07. The rebel soldiers were  religiously  humiliated   by being forced to eat (or force fed) beef (if Hindu) or pork (if Muslim).. 


08. The Muslim soldiers were sewn into pig skins before being hanged. 


09. The troops  forced  so called   low-caste Hindu street sweepers  to execute the high-caste Brahmin rebels  thus addicting more insults to the dying men.  


10.  Not content with these disgraceful acts,  some natives were rounded up like cattle in in ranch  and tied  across the mouth of powerful  cannons. When fired, their bodies would fly far away and blow to pieces.


11. Yet another  horrifying  incident happed soon after the British  troop of EIC  captured Delhi in 1857. They captured the last mogul king and basined the old man to Burma to live in exile. Before banishment,  senior military officer  William Raikes Hodson  in  September 1857 captured three last mogul princes in a hideout and in a whiff near the Kkooni  Darwaza (Gate)  in Delhi shot them dead point blank after removing their jewelry, etc. 

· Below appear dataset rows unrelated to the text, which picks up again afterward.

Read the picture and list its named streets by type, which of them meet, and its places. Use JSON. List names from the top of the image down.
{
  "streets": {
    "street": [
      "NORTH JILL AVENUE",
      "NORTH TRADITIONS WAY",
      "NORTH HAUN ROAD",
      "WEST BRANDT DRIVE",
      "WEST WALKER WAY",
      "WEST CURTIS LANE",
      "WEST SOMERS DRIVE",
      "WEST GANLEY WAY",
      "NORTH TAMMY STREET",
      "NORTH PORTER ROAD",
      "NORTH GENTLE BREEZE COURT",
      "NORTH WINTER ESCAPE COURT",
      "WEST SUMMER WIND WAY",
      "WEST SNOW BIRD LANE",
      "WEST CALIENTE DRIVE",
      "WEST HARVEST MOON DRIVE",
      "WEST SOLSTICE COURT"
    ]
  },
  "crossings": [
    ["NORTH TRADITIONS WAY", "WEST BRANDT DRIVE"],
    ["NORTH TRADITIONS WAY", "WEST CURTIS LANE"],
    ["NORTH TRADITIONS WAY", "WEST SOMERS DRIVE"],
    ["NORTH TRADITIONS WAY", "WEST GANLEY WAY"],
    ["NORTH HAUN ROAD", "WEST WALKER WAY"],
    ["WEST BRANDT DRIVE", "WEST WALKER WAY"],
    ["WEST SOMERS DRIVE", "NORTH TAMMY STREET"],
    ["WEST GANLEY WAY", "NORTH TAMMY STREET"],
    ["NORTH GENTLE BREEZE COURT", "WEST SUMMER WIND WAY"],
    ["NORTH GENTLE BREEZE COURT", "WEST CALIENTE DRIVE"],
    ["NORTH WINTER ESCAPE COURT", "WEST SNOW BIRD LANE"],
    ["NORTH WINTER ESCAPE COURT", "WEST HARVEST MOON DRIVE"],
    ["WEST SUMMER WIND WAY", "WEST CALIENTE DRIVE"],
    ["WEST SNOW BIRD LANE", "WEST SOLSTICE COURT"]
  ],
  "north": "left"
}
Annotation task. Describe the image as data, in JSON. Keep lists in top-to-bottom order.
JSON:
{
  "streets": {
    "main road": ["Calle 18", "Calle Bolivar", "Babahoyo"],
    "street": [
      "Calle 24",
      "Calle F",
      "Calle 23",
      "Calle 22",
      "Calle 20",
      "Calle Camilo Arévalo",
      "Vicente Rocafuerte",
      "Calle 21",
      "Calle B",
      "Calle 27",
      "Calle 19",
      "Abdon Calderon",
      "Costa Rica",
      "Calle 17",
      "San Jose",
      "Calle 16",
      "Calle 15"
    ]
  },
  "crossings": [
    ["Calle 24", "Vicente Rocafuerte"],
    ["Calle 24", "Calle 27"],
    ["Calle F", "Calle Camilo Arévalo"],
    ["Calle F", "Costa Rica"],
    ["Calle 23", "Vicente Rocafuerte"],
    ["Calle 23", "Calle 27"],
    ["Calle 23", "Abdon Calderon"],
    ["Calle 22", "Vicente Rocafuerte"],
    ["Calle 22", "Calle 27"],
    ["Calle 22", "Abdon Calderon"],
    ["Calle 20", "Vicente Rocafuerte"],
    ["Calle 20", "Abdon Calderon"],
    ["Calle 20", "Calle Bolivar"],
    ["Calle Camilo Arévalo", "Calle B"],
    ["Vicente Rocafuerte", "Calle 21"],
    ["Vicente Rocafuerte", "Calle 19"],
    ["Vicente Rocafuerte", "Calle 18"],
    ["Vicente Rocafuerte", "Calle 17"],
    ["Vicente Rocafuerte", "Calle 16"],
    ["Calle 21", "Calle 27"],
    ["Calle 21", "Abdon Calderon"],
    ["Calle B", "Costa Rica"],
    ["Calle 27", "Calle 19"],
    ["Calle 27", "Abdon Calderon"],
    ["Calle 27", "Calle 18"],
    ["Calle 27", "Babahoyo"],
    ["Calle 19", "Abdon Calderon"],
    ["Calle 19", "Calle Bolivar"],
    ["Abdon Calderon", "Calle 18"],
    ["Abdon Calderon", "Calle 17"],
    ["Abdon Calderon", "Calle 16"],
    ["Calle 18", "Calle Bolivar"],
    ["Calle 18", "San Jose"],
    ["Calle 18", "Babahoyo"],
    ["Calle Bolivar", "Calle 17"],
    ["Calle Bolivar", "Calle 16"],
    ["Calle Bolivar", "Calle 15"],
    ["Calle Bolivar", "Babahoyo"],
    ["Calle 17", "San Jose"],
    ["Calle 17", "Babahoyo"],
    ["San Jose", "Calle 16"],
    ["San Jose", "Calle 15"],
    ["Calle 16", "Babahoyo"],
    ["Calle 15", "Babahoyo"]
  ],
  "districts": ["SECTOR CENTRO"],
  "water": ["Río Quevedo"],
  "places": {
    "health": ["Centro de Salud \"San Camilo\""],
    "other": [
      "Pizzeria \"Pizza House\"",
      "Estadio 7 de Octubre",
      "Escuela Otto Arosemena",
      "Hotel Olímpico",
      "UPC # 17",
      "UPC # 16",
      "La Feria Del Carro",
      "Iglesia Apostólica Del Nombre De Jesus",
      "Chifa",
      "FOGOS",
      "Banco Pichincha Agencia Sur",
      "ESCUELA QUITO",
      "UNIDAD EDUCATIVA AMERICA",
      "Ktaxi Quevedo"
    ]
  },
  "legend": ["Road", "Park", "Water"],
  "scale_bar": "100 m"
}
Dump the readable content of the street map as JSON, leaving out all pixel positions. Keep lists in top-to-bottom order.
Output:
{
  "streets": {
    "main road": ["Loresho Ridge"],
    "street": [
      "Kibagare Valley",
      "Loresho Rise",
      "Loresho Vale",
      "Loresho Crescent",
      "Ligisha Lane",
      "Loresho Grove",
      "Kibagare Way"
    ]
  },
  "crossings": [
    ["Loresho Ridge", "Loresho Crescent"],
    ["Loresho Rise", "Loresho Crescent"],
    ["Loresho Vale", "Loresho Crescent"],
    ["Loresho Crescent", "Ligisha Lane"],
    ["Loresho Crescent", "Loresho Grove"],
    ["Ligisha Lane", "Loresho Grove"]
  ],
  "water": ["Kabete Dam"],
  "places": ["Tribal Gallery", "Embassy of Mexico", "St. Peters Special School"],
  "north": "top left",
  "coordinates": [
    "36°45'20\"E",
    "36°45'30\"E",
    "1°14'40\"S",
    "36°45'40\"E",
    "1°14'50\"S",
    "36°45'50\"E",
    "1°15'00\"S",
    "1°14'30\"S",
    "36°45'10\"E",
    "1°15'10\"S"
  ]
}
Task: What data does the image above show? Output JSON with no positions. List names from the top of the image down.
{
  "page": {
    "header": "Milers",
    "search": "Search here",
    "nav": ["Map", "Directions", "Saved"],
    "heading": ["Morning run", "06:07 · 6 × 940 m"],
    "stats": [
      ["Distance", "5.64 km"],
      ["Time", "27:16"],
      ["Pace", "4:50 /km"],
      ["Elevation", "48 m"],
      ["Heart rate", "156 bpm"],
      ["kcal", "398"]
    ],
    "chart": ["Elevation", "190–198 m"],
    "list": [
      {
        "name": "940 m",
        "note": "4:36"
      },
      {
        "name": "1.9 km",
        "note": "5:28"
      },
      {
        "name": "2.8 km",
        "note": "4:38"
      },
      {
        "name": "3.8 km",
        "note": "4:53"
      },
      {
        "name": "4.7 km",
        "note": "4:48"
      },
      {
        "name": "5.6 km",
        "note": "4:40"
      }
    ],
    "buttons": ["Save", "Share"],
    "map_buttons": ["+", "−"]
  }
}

12. According to Indian and some western historians, about a million Indian natives lost their lives during the British slaughter in 1857. Last  Mogul ruler Bahadur  Shah Zafar, an old man, had no link with the rioting Indian soldiers. But a  already humiliated he was forced to spend his time till death in Burma (present day Myanmar.). His legal heirs were wiped out without traces in Delhi. Soon the crown administration took over the administration directly and continued the repressive rule and looted India. 


The statue of Col. James George  Neill  in Ayr, Scotland  is an insult to the natives of that town whose ancestors  served mostly in the British   military in India and the British had   held  the key  administrative   positions.   Glorifying such a man  known for mass killing of innocent people in India for the  corrupt and dishonest English company will not only show the Scottish  people in bad light but in reality, is just  opposite to good human values and respect for fellow humans. Col James Neil is  a blot on the town's rich culture and legacy. More than 1000 people of this town had   signed up the petition  in the past asking the town council to have this disgraceful statue of Col James Neil  removed from the public place of Ayr. 

Tit-bits: 

State of Col. Neil, Chennai (madras)< TN. dtnext.in

A similar 10 foot tall  large  bronze statue of   same size of Col. James Neil, installed by Gov. Harris of Madras presidency in  1858-59,  was removed and shifted to a museum in  Madras (Chennai  in 1952). He stands, full-length, pointing with his right arm and with left hand resting on hilt of sword. He wears military dress with cloak. Now, it is gathering dust there  and no Indian wants to see the statue of a sinned and mentally sick man who got a nick name  the butcher of Allahabad.   The same city saw  the first ever public protest  way back in 1927  during the Raj to remove  mass murderer Col  Neil's  statue from the public place in Madras.